_Problem to solve_
Set out exactly, line by line, the stretch of data below that begins at the line containing "font-size:30px; font-weight:700; line-height:1.1" and ends at the line containing "display:flex; justify-content:space-between; align-items:center;", with both ends kept.

-------------------------

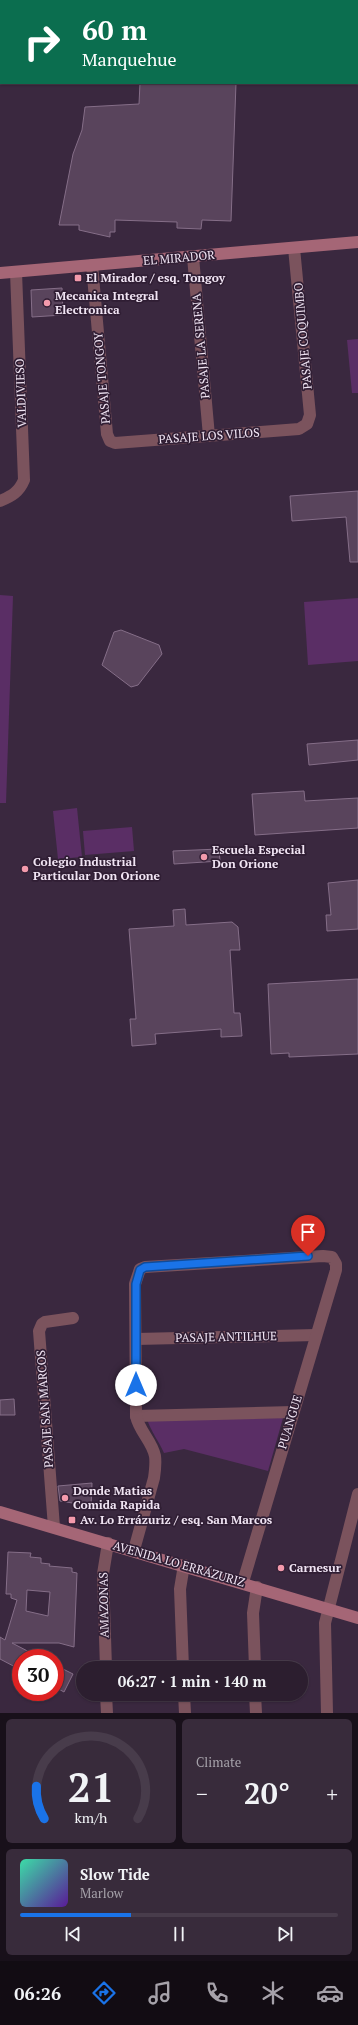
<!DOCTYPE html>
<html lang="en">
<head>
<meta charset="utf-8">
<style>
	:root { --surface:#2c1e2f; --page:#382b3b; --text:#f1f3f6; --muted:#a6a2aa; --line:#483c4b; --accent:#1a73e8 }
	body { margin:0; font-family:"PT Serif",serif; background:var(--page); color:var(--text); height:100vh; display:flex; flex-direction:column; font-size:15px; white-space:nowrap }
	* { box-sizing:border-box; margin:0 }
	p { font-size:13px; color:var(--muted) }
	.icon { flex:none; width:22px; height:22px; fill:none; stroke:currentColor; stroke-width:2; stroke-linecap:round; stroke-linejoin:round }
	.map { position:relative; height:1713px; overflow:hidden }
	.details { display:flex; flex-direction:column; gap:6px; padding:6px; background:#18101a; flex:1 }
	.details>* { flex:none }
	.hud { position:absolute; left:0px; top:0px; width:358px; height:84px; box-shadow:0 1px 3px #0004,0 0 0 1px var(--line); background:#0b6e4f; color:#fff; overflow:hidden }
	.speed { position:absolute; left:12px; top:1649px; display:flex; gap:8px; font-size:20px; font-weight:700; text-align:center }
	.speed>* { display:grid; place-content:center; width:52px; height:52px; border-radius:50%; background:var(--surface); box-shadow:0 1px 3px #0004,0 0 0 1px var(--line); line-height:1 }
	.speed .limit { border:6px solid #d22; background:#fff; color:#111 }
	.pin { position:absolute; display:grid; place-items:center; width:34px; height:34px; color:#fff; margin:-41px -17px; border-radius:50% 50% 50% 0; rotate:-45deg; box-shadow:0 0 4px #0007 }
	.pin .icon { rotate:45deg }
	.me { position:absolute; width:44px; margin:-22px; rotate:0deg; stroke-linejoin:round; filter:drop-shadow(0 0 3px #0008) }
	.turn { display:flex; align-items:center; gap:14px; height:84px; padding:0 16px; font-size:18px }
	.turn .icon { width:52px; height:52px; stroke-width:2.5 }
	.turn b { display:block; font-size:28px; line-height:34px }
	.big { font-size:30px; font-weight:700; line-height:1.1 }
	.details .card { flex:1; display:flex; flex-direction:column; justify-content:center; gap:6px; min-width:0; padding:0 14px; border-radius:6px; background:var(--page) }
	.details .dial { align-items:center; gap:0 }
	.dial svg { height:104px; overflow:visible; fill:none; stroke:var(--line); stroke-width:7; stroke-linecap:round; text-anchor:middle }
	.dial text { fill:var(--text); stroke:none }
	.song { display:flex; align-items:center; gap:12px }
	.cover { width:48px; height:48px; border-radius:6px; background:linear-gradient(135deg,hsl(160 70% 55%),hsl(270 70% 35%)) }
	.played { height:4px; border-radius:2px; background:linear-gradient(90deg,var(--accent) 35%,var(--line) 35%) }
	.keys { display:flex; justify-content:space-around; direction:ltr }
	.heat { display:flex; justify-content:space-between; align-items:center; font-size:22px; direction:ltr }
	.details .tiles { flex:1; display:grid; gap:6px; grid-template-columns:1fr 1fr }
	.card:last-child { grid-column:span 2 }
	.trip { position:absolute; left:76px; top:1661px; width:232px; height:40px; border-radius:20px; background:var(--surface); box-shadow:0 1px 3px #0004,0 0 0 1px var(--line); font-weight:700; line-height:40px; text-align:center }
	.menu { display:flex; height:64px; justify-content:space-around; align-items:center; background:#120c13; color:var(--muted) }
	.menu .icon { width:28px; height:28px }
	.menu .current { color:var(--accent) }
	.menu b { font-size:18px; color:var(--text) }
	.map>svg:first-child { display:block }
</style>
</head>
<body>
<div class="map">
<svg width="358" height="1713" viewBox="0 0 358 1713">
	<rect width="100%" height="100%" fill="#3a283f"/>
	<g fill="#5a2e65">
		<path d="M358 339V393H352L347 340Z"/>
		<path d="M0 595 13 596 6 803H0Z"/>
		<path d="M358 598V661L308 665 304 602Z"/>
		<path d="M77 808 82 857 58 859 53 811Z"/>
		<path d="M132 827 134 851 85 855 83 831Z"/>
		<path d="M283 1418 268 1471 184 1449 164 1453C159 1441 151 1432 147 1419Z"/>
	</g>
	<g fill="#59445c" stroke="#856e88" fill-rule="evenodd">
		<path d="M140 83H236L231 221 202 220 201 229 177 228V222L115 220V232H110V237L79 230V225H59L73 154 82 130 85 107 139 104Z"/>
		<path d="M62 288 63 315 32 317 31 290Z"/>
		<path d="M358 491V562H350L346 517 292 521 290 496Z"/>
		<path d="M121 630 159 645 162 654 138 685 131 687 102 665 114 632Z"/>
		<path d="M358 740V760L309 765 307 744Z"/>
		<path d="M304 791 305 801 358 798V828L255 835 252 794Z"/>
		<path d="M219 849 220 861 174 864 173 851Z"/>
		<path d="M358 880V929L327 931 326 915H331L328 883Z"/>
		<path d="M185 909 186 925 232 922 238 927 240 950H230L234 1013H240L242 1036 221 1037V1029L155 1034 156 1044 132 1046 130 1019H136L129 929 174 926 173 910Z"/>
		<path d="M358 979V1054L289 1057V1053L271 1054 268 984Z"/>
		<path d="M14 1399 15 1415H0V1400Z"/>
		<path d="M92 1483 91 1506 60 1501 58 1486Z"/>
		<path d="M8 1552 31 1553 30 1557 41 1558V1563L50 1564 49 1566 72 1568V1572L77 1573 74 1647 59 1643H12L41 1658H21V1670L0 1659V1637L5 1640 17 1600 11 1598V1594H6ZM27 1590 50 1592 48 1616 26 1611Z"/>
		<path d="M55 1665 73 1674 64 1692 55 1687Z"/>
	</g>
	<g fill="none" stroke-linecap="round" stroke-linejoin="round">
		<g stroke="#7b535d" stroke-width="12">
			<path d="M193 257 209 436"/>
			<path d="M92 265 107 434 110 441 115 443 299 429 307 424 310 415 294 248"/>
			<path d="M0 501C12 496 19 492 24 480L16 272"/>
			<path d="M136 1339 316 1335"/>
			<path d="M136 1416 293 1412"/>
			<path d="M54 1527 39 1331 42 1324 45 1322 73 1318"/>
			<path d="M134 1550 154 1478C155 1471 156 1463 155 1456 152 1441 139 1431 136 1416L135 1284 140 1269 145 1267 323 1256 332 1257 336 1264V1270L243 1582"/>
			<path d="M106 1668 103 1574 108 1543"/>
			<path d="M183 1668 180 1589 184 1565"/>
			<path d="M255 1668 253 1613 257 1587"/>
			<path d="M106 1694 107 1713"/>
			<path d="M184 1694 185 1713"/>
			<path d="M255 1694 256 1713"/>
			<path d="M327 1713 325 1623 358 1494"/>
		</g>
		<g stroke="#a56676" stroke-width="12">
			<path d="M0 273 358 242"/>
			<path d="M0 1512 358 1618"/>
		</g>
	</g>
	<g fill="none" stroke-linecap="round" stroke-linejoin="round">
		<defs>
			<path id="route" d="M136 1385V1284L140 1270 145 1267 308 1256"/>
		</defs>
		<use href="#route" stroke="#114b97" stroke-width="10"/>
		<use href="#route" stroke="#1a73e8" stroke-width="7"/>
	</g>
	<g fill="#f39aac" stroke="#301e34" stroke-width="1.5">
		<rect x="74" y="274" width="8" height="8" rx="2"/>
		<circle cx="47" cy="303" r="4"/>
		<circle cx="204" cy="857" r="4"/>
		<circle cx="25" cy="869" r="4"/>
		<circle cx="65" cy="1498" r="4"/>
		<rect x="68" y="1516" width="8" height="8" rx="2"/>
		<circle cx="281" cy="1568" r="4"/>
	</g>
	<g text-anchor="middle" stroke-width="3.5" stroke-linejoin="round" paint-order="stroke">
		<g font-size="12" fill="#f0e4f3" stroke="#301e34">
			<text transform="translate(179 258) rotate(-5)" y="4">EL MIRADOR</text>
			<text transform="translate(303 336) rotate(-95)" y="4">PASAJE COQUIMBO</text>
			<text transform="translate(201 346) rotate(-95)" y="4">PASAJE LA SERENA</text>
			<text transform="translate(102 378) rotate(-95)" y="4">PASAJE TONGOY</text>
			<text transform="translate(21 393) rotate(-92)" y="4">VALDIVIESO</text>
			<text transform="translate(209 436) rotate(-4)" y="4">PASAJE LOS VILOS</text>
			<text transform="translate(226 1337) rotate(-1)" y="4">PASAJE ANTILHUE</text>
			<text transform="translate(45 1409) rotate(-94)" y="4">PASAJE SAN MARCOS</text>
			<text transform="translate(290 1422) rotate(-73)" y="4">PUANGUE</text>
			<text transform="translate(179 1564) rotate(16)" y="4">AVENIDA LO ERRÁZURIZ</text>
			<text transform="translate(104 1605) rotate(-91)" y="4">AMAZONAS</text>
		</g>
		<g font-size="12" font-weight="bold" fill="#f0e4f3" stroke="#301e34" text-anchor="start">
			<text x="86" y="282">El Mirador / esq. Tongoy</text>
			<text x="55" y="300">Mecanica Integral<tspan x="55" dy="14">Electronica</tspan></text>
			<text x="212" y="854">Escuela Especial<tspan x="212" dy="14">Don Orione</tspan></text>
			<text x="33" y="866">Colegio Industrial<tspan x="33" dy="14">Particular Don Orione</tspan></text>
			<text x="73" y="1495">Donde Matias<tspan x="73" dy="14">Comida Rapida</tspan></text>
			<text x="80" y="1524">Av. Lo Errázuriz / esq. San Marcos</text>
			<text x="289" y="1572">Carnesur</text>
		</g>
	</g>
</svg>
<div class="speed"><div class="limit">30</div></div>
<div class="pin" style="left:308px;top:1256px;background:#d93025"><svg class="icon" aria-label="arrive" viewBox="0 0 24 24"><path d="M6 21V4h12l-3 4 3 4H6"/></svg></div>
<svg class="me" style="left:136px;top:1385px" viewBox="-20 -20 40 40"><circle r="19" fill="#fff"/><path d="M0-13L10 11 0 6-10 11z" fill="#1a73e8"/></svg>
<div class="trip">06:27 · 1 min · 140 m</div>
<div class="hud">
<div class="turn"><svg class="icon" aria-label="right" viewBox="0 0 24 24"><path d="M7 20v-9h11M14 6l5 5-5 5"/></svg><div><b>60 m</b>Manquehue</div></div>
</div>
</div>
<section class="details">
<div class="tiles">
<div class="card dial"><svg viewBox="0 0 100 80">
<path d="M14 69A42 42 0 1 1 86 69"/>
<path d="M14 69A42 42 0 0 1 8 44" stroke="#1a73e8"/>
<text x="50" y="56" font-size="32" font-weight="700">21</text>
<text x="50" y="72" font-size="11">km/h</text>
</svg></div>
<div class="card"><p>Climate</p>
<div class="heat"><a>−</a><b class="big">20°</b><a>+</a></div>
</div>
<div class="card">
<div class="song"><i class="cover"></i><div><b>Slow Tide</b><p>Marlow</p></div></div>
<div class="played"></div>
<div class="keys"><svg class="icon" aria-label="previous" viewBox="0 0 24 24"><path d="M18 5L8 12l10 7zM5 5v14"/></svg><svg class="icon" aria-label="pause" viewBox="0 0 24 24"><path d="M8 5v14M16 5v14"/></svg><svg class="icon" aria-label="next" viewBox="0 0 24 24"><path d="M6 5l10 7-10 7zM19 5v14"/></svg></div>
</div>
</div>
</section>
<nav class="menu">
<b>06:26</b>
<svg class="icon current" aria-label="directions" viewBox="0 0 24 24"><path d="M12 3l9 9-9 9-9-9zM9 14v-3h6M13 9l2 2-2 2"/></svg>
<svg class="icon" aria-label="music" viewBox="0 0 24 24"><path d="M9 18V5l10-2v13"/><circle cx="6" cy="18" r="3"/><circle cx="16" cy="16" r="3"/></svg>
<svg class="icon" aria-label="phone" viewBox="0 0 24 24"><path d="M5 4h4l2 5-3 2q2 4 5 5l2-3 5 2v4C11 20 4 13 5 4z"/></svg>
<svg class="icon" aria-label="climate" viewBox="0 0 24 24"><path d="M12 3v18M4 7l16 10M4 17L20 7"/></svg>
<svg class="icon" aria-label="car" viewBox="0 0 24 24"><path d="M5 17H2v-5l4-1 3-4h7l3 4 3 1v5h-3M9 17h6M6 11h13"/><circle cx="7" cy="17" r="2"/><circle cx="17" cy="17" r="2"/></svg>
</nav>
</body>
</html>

-------------------------

_Written answer_
	.big { font-size:30px; font-weight:700; line-height:1.1 }
	.details .card { flex:1; display:flex; flex-direction:column; justify-content:center; gap:6px; min-width:0; padding:0 14px; border-radius:6px; background:var(--page) }
	.details .dial { align-items:center; gap:0 }
	.dial svg { height:104px; overflow:visible; fill:none; stroke:var(--line); stroke-width:7; stroke-linecap:round; text-anchor:middle }
	.dial text { fill:var(--text); stroke:none }
	.song { display:flex; align-items:center; gap:12px }
	.cover { width:48px; height:48px; border-radius:6px; background:linear-gradient(135deg,hsl(160 70% 55%),hsl(270 70% 35%)) }
	.played { height:4px; border-radius:2px; background:linear-gradient(90deg,var(--accent) 35%,var(--line) 35%) }
	.keys { display:flex; justify-content:space-around; direction:ltr }
	.heat { display:flex; justify-content:space-between; align-items:center; font-size:22px; direction:ltr }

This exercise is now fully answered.